* **TASK ITEM**:
Lines below that include the word "names" should each be copied.

* **Data records**:

══════════

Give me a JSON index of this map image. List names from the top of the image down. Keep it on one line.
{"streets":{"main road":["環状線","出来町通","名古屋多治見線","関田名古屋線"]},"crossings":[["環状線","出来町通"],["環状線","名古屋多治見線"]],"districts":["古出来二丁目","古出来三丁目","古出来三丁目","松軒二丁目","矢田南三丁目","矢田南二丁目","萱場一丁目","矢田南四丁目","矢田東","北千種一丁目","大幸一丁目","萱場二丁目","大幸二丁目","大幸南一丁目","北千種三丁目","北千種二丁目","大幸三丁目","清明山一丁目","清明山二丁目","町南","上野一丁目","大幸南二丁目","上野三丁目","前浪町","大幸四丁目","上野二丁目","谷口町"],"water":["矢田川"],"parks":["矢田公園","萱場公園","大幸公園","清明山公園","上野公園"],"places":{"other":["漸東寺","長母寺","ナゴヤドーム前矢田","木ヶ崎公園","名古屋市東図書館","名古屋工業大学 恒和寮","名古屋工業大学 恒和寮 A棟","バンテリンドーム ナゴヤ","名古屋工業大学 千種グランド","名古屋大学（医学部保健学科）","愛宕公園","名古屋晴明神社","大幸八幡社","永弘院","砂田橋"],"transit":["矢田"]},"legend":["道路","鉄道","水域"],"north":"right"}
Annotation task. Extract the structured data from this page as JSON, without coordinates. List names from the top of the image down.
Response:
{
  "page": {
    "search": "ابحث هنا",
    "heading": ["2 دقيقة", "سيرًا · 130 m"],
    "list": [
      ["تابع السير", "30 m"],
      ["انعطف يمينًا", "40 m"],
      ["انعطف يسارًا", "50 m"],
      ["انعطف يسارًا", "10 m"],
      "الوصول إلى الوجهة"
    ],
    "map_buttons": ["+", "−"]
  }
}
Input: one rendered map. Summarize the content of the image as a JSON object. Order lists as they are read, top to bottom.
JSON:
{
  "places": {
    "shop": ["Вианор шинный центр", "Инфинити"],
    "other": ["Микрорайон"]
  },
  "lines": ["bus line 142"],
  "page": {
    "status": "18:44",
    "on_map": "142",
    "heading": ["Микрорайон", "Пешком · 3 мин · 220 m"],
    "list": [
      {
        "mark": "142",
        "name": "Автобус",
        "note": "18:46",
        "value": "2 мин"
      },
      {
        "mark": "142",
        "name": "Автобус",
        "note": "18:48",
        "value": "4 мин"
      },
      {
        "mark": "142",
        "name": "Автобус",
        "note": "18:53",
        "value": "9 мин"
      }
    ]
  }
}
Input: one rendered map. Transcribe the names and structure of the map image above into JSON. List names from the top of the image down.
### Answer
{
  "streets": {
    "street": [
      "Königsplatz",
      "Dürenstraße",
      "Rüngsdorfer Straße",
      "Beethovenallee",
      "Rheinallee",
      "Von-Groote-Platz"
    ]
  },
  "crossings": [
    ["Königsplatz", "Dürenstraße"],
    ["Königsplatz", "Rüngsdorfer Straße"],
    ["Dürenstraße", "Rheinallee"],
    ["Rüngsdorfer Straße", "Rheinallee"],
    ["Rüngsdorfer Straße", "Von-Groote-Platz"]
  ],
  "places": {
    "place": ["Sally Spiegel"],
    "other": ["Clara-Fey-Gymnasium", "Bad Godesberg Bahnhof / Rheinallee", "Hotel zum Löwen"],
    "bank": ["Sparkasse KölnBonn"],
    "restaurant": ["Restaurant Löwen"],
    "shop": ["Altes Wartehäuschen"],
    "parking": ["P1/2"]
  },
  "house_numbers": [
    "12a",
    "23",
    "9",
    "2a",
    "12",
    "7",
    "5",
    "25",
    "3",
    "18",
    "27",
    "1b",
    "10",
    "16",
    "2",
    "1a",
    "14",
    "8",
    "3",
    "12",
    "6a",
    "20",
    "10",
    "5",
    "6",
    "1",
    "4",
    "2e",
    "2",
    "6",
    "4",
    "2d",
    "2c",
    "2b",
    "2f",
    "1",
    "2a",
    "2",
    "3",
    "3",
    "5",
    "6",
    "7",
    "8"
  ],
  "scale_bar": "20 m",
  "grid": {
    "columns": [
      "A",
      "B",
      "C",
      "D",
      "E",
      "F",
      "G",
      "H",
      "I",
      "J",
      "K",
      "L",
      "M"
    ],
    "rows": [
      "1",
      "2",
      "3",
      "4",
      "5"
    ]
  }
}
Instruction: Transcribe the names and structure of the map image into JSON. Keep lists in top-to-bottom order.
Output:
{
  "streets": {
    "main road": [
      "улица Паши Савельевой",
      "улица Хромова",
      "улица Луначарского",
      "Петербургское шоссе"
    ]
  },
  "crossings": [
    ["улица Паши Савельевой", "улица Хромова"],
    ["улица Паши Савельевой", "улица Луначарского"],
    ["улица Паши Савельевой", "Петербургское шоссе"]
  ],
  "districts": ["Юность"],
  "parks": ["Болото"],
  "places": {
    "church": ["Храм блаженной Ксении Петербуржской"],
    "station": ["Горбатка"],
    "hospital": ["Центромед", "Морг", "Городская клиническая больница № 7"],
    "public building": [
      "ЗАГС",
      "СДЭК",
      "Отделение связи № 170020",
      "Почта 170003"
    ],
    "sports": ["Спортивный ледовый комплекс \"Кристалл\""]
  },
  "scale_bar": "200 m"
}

══════════

* **EXERCISE ANSWER**:
Give me a JSON index of this map image. List names from the top of the image down. Keep it on one line.
Annotation task. Extract the structured data from this page as JSON, without coordinates. List names from the top of the image down.
Input: one rendered map. Transcribe the names and structure of the map image above into JSON. List names from the top of the image down.
Instruction: Transcribe the names and structure of the map image into JSON. Keep lists in top-to-bottom order.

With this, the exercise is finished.